*** Opening THE DATA ***

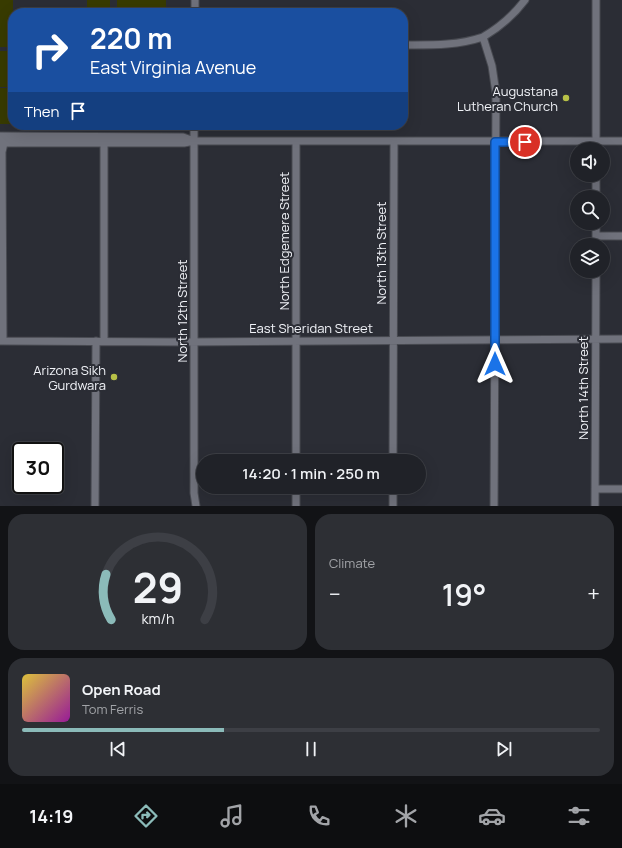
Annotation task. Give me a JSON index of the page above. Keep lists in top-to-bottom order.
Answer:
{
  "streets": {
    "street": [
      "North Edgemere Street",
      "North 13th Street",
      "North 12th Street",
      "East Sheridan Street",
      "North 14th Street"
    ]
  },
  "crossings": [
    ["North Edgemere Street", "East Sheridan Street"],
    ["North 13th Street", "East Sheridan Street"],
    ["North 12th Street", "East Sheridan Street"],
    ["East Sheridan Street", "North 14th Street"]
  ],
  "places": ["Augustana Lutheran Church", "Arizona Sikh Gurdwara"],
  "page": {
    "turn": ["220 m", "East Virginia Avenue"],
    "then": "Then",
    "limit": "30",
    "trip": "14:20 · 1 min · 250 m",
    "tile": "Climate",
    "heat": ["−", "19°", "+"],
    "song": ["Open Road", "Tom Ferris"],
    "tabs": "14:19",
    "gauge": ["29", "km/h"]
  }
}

*** Closing THE DATA ***

Output the lines above in full and exactly as given, omitting any pictures.

SOLVED PROBLEM —
Annotation task. Give me a JSON index of the page above. Keep lists in top-to-bottom order.
Answer:
{
  "streets": {
    "street": [
      "North Edgemere Street",
      "North 13th Street",
      "North 12th Street",
      "East Sheridan Street",
      "North 14th Street"
    ]
  },
  "crossings": [
    ["North Edgemere Street", "East Sheridan Street"],
    ["North 13th Street", "East Sheridan Street"],
    ["North 12th Street", "East Sheridan Street"],
    ["East Sheridan Street", "North 14th Street"]
  ],
  "places": ["Augustana Lutheran Church", "Arizona Sikh Gurdwara"],
  "page": {
    "turn": ["220 m", "East Virginia Avenue"],
    "then": "Then",
    "limit": "30",
    "trip": "14:20 · 1 min · 250 m",
    "tile": "Climate",
    "heat": ["−", "19°", "+"],
    "song": ["Open Road", "Tom Ferris"],
    "tabs": "14:19",
    "gauge": ["29", "km/h"]
  }
}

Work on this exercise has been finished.